**What to work on**
All entries below must be retyped exactly, though pictures are to be skipped.

[Stored items]
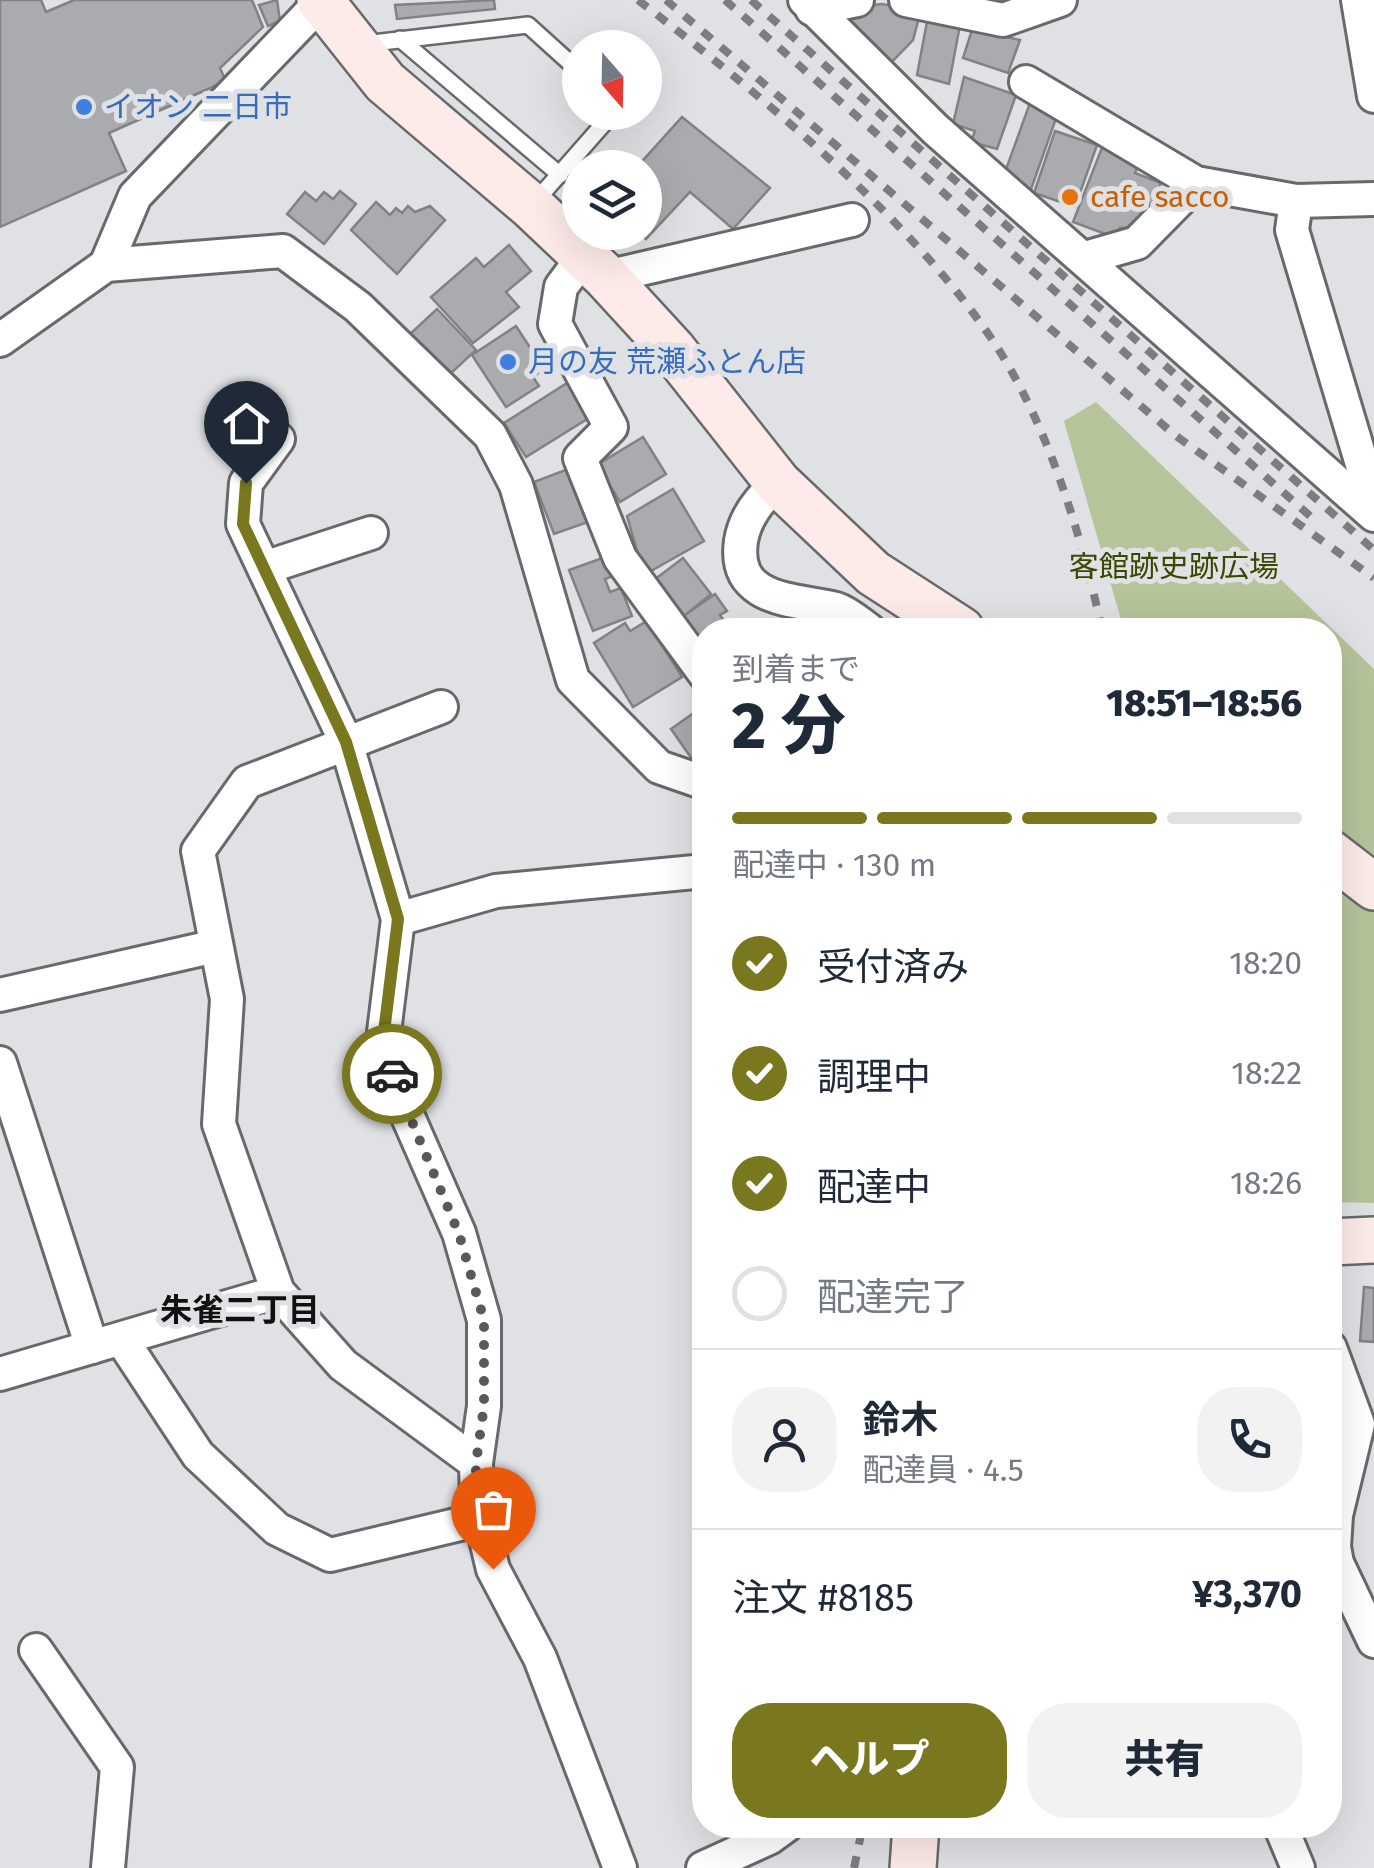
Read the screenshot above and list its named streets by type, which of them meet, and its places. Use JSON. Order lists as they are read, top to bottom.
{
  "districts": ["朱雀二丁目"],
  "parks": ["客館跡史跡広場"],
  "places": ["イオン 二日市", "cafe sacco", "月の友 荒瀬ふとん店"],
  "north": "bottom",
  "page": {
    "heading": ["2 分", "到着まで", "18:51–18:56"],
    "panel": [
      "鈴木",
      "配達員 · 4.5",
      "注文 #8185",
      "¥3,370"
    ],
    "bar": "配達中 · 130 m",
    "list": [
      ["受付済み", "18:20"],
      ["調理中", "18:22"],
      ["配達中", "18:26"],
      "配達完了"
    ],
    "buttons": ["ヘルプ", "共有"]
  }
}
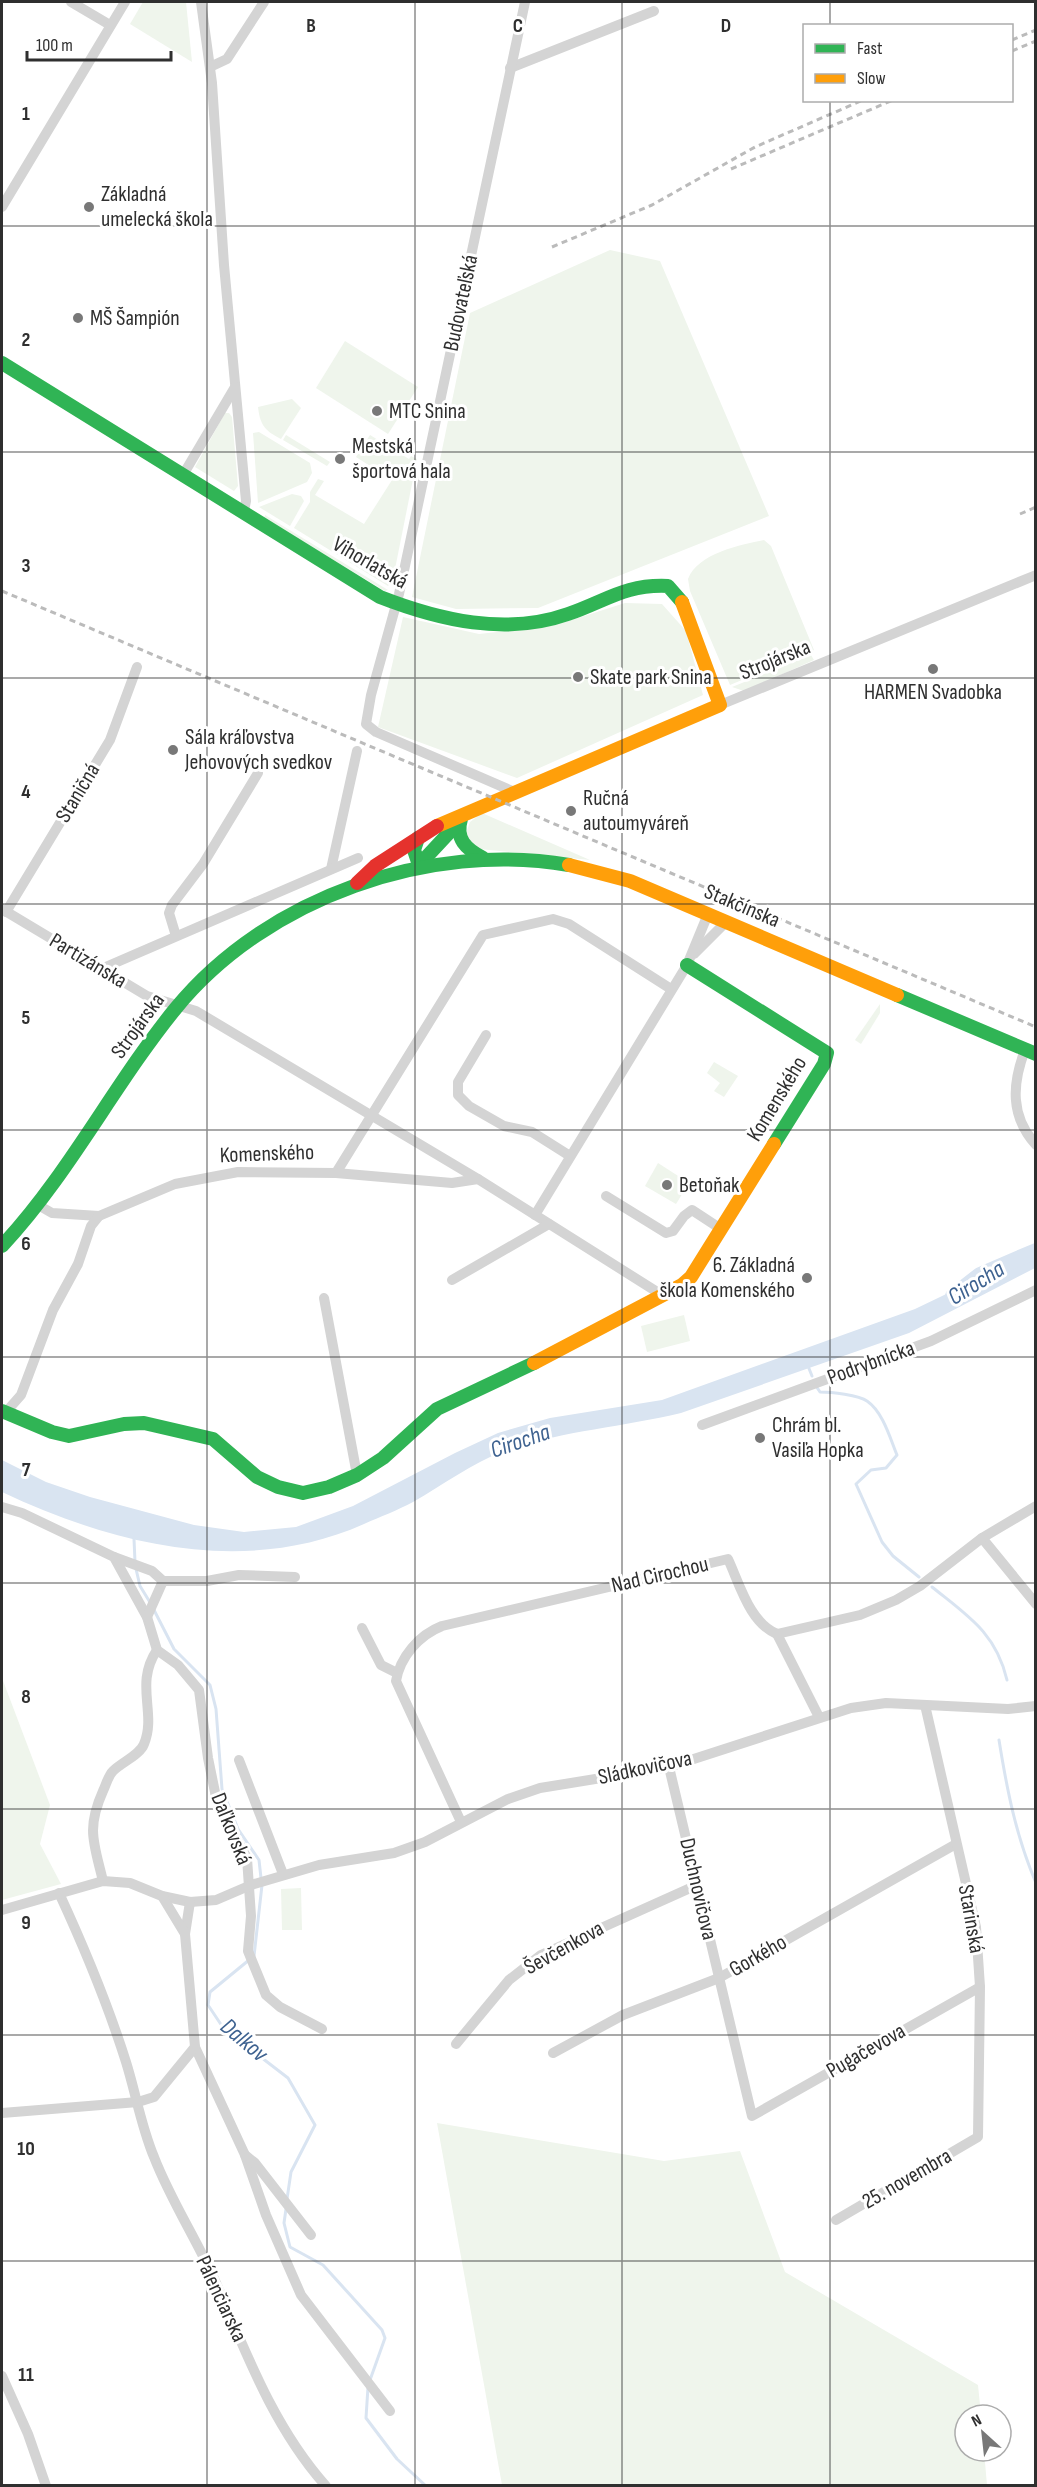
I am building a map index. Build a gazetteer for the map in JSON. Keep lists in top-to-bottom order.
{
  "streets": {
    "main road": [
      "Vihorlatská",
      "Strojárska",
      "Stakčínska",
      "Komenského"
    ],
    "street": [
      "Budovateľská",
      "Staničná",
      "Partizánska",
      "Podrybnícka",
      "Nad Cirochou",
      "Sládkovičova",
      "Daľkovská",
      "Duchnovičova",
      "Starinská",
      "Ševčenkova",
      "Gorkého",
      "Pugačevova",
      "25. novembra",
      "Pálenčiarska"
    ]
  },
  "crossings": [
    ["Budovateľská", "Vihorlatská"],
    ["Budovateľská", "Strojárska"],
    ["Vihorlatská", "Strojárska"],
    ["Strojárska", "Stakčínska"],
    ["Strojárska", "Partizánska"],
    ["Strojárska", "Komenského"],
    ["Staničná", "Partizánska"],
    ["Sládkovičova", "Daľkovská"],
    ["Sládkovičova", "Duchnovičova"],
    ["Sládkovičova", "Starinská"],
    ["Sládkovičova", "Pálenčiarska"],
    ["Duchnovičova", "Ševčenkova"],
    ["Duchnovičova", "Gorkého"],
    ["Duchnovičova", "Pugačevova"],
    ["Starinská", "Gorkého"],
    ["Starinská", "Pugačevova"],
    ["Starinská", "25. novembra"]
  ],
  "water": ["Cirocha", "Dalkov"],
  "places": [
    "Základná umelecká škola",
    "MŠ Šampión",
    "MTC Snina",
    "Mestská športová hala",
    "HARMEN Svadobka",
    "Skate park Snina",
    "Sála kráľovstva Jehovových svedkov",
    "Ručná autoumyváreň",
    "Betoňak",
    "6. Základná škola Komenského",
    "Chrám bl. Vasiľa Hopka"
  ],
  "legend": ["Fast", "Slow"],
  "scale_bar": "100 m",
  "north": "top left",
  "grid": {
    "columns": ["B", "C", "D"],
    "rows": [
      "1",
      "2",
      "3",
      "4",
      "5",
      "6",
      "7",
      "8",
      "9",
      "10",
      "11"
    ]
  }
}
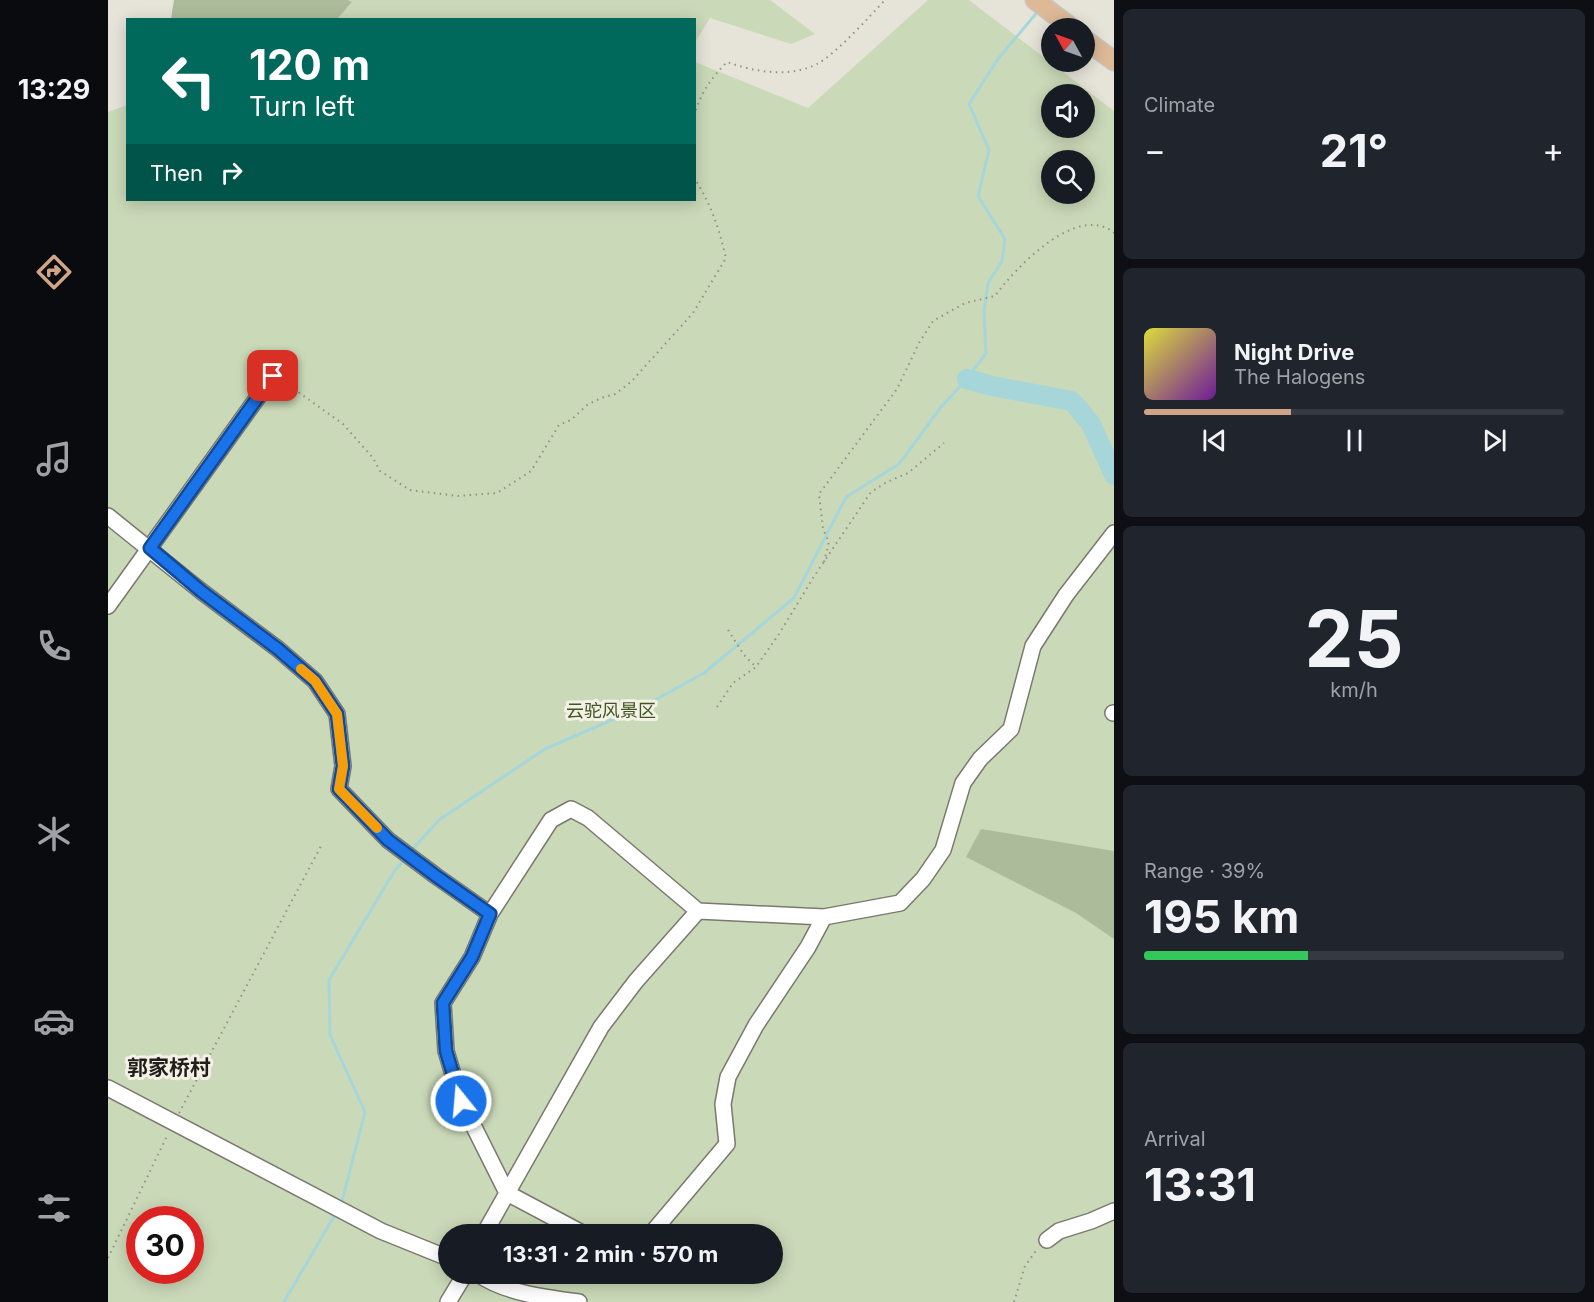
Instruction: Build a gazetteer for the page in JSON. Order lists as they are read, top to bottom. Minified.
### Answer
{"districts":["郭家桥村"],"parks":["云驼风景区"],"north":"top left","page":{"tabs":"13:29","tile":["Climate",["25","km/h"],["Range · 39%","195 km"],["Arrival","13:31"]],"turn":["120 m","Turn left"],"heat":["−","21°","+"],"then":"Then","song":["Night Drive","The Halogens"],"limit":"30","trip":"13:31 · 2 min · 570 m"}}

**Exercise result**
Read the screenshot above and list its named streets by type, which of them meet, and its places. Use JSON. Order lists as they are read, top to bottom.
{
  "districts": ["朱雀二丁目"],
  "parks": ["客館跡史跡広場"],
  "places": ["イオン 二日市", "cafe sacco", "月の友 荒瀬ふとん店"],
  "north": "bottom",
  "page": {
    "heading": ["2 分", "到着まで", "18:51–18:56"],
    "panel": [
      "鈴木",
      "配達員 · 4.5",
      "注文 #8185",
      "¥3,370"
    ],
    "bar": "配達中 · 130 m",
    "list": [
      ["受付済み", "18:20"],
      ["調理中", "18:22"],
      ["配達中", "18:26"],
      "配達完了"
    ],
    "buttons": ["ヘルプ", "共有"]
  }
}
I am building a map index. Build a gazetteer for the map in JSON. Keep lists in top-to-bottom order.
{
  "streets": {
    "main road": [
      "Vihorlatská",
      "Strojárska",
      "Stakčínska",
      "Komenského"
    ],
    "street": [
      "Budovateľská",
      "Staničná",
      "Partizánska",
      "Podrybnícka",
      "Nad Cirochou",
      "Sládkovičova",
      "Daľkovská",
      "Duchnovičova",
      "Starinská",
      "Ševčenkova",
      "Gorkého",
      "Pugačevova",
      "25. novembra",
      "Pálenčiarska"
    ]
  },
  "crossings": [
    ["Budovateľská", "Vihorlatská"],
    ["Budovateľská", "Strojárska"],
    ["Vihorlatská", "Strojárska"],
    ["Strojárska", "Stakčínska"],
    ["Strojárska", "Partizánska"],
    ["Strojárska", "Komenského"],
    ["Staničná", "Partizánska"],
    ["Sládkovičova", "Daľkovská"],
    ["Sládkovičova", "Duchnovičova"],
    ["Sládkovičova", "Starinská"],
    ["Sládkovičova", "Pálenčiarska"],
    ["Duchnovičova", "Ševčenkova"],
    ["Duchnovičova", "Gorkého"],
    ["Duchnovičova", "Pugačevova"],
    ["Starinská", "Gorkého"],
    ["Starinská", "Pugačevova"],
    ["Starinská", "25. novembra"]
  ],
  "water": ["Cirocha", "Dalkov"],
  "places": [
    "Základná umelecká škola",
    "MŠ Šampión",
    "MTC Snina",
    "Mestská športová hala",
    "HARMEN Svadobka",
    "Skate park Snina",
    "Sála kráľovstva Jehovových svedkov",
    "Ručná autoumyváreň",
    "Betoňak",
    "6. Základná škola Komenského",
    "Chrám bl. Vasiľa Hopka"
  ],
  "legend": ["Fast", "Slow"],
  "scale_bar": "100 m",
  "north": "top left",
  "grid": {
    "columns": ["B", "C", "D"],
    "rows": [
      "1",
      "2",
      "3",
      "4",
      "5",
      "6",
      "7",
      "8",
      "9",
      "10",
      "11"
    ]
  }
}
Instruction: Build a gazetteer for the page in JSON. Order lists as they are read, top to bottom. Minified.
### Answer
{"districts":["郭家桥村"],"parks":["云驼风景区"],"north":"top left","page":{"tabs":"13:29","tile":["Climate",["25","km/h"],["Range · 39%","195 km"],["Arrival","13:31"]],"turn":["120 m","Turn left"],"heat":["−","21°","+"],"then":"Then","song":["Night Drive","The Halogens"],"limit":"30","trip":"13:31 · 2 min · 570 m"}}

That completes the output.